Two weeks after Cady Lewis climbed into a van and was never seen again, a third grader named Gerry Lean crept up behind Donna

during recess, screamed, “Imma kidnapper!” and grabbed her arm. Donna twitched and suddenly a great dark stain spread across

the front of her Wranglers, down the inside of her left leg. There followed a stunned, dreadful stillness. Kids froze and

stared. A small girl keened with hysterical laughter. Donna later said they were all laughing at her, but that wasn’t true.

Van saw it all. Most of the other kids looked as if they wanted to be sick, or cry, or run and throw their arms around Donna

to shield her from any more embarrassment.

A scream began in Donna’s chest. It rose and rose. It sounded like an eagle in a nature documentary. She whirled, and in the

next instant Gerry Lean was down and she was sinking her teeth into his face, under his left eye. She bit a fat piece of cheek

off and spit it out.

Donovan got to her first and hoisted her off the sobbing Gerry Lean while she fought him and teachers ran toward them and

children shrieked in terror and scattered like ants after someone has delivered a swift kick to the anthill. A cosmetic surgeon

spent six hours working on it, but Gerry Lean’s face never looked right again.

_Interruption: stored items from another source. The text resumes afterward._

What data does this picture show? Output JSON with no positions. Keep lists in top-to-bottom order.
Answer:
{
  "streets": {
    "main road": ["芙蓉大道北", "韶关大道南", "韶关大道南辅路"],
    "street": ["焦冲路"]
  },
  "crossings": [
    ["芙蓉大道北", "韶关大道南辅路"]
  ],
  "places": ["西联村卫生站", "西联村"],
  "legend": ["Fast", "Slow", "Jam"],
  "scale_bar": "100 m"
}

Gerry Lean’s desk was next to Donovan’s in history.

Gerry had always been too big for his age, his head too big for his neck, and he had the staring eyes of a witless poodle.

Even before Donna tore part of his face off, he spent most of history class staring wistfully into the playground rather than paying attention.

Donovan began doing his in-class work for him.

He colored in the part of America that had been snapped up in the Louisiana Purchase; he slipped Gerry’s worksheets off his desk and filled them out as soon as he was done working on his own.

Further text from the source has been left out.